3 Below is a solid follow-up to Floors, bringing back the old beloved characters and adopting the same plot formula. As with the last book, the basic premise does not make a lot of sense–not if you believe Merganzer Whippet should have just saved the hotel himself (he could have done so easily and almost immediately) and not if you do not understand why Whippet likes to put children in constant danger and call it fun. However, if you are willing to accept that saying “Merganzer is a genius and a madman” covers all contortions of logic, 3 Below proves a romping good adventure.
The magic of the Floors books lies primarily, I think, in the Whippet Hotel. I picked up the second book in the series not because I wanted to read more about Leo or because I wanted to know how the hotel would be saved this time, but because I wanted to explore the floors Leo never knew existed. They lie below the hotel and obviously that means they must be the most dangerous–and therefore the best! If rooms full of cake and rooms that act as life-size pinball machines are rented to guests, only imagine what lies hidden from the public!
Unfortunately, I found the subbasement mostly a letdown. The characters act like it’s really dangerous down there, giving whispered warnings and speaking of dungeons and mad scientists. It’s true it’s kind of creepy down there and that the scientist is kind of offbeat, but no one is conducting human experiments or using medieval torture instruments. After all, these places were built by Merganzer Whippet, master of fun. He might be weird, too, but he’s not condoning anything unseemly. After all the hype about how Leo and his best pal Remi might never return, I felt rather cheated.

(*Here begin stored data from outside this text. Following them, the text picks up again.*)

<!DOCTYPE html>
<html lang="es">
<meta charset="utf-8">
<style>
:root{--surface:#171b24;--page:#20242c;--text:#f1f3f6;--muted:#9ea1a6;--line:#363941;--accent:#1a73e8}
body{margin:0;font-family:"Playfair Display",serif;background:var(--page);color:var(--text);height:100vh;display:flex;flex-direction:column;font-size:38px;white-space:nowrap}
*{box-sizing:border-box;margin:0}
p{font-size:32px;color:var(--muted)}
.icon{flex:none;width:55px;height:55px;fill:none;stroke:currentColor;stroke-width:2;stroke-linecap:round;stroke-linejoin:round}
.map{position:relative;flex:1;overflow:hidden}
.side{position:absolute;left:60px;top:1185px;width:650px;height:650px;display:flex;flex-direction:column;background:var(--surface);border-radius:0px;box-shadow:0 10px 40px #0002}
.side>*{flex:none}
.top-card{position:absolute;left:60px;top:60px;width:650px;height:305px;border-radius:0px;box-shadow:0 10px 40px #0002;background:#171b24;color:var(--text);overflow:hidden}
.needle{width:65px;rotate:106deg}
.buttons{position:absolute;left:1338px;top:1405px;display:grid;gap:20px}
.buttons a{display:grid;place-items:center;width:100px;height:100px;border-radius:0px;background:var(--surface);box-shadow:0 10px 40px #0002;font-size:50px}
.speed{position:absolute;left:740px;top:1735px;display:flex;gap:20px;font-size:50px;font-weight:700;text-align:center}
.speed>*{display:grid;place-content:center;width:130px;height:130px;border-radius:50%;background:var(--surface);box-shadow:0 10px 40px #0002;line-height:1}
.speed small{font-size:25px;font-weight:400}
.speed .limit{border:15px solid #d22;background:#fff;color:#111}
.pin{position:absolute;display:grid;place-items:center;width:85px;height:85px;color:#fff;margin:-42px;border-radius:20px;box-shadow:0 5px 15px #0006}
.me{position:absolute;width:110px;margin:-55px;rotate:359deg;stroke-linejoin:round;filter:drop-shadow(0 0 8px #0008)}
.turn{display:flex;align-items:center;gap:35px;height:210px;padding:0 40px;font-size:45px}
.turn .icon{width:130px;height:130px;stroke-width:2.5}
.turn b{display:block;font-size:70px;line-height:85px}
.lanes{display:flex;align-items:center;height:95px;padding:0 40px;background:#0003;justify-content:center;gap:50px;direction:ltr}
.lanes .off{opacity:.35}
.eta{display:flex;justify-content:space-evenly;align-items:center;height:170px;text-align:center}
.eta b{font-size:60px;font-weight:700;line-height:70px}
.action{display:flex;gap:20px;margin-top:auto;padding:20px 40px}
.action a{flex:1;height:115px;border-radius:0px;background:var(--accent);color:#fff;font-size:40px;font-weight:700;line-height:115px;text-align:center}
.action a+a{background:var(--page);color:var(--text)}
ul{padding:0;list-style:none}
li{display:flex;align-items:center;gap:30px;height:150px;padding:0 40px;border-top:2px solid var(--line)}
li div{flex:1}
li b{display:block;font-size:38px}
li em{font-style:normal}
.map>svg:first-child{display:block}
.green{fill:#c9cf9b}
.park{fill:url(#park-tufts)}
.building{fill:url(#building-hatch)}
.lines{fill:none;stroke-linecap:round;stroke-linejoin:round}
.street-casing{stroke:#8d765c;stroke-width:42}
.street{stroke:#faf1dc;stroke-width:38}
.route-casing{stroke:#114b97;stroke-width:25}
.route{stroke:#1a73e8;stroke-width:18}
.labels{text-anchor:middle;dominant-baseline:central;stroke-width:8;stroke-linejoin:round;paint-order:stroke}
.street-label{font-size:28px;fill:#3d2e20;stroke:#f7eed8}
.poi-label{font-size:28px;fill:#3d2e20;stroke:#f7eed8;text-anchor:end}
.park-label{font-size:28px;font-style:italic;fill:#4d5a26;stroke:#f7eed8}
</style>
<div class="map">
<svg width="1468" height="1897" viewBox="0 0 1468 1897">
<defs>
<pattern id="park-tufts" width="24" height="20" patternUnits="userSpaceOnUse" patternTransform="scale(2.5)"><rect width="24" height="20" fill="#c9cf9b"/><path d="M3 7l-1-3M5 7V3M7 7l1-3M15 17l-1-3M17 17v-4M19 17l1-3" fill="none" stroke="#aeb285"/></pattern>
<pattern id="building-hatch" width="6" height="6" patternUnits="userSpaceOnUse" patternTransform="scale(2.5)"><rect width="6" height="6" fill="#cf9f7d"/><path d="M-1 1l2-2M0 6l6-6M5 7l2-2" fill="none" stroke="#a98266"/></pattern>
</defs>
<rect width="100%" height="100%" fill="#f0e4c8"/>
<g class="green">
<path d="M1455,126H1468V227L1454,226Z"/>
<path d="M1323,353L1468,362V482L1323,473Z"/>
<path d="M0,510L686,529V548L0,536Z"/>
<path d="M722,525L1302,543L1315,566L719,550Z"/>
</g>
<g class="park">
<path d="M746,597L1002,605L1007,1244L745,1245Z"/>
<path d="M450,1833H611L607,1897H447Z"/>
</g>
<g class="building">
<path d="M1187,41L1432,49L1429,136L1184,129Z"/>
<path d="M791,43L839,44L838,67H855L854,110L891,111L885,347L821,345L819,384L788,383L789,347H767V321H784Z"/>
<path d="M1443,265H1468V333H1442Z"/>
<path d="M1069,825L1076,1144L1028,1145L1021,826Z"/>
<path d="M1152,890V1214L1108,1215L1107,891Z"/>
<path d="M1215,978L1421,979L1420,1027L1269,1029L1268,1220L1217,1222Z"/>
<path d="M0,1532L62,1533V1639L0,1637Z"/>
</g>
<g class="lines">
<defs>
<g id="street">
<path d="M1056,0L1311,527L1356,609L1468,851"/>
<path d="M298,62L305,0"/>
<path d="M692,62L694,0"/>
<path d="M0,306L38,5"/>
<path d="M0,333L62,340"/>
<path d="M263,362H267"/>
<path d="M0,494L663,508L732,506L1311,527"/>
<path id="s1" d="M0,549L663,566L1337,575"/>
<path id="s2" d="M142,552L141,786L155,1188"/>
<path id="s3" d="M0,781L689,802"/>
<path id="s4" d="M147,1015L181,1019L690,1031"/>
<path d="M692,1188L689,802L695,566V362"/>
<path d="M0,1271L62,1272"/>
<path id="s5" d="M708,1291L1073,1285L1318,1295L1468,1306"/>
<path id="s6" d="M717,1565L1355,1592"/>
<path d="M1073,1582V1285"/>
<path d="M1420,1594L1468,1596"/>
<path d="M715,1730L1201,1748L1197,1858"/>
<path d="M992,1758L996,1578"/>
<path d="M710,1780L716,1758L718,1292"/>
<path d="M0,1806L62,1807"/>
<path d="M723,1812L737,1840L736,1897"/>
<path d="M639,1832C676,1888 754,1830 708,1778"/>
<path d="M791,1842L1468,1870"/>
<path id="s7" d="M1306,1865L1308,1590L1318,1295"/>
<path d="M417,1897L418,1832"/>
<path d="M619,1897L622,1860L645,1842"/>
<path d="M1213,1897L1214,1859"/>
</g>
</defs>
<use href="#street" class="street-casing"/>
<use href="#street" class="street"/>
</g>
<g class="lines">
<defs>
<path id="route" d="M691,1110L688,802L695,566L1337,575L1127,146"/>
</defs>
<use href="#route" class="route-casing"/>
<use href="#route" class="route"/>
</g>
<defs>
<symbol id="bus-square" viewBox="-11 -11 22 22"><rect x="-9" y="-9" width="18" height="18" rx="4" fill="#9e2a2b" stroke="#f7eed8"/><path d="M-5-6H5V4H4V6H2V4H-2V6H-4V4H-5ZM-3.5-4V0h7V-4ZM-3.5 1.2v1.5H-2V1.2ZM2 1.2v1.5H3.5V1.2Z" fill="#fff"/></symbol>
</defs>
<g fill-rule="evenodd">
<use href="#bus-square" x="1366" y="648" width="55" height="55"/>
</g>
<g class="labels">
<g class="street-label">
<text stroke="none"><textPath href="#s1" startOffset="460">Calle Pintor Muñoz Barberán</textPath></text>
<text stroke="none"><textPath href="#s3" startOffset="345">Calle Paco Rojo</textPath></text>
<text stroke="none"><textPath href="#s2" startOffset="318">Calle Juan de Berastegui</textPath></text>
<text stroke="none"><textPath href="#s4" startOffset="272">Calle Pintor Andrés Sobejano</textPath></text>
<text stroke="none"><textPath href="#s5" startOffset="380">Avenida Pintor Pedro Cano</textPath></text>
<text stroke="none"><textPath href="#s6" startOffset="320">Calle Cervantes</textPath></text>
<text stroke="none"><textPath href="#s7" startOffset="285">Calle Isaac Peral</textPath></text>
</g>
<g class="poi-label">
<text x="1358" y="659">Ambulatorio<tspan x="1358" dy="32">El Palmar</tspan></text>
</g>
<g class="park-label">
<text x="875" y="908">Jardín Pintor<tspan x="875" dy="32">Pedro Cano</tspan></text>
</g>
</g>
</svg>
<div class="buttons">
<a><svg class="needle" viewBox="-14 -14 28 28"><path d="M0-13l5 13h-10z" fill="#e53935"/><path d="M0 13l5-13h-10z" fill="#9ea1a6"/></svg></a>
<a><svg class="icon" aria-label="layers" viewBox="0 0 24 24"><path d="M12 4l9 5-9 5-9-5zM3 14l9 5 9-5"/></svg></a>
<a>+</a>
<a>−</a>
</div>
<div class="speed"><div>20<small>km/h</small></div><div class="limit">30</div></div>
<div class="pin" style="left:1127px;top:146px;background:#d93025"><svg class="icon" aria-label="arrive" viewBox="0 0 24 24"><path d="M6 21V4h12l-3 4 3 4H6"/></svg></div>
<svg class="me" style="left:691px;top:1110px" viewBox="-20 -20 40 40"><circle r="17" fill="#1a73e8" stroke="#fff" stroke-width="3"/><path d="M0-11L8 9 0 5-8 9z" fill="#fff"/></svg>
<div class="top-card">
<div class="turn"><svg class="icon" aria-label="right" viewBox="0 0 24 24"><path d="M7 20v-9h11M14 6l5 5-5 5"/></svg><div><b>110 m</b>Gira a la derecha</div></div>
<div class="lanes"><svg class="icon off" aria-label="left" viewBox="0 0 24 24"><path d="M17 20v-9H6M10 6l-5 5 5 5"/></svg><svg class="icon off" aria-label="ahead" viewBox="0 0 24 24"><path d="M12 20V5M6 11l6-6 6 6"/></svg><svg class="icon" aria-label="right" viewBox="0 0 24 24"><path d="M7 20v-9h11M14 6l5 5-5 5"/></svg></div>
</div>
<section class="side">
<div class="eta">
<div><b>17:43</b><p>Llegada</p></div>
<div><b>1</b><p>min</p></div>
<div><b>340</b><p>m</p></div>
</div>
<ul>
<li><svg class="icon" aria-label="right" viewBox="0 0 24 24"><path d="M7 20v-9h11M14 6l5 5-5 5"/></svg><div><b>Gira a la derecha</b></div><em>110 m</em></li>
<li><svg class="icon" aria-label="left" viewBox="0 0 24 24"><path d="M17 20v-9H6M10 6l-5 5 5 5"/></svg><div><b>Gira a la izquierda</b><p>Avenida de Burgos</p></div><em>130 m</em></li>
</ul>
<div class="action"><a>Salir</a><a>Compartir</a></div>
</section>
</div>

Leo and Remi are a pleasure to read about, however. They have a lovely camaraderie, mostly remaining good-natured and fair even in stressful situations. Their friendly chemistry is excellent, too. While Leo provides the level-headedness and the brains necessary for their adventures, Remi supplies the humor and fun (while still making himself useful, mind you. He’s not mere comic relief, but proposes more off-the-wall suggestions when Leo gets stuck and is always ready to sacrifice himself for the mission–after a little prodding). They work well together as a team and I’m pleased that (SPOILER! alert) this book shows that their new mixed family is working out well for both of them.
3 Below is a fun little adventure, if not the mission of doom and utter suspense that it seems it wishes it could be. I enjoyed it enough that I am willing to finish the trilogy, though not impressed enough that I feel inspired to try Patrick Carman’s other works.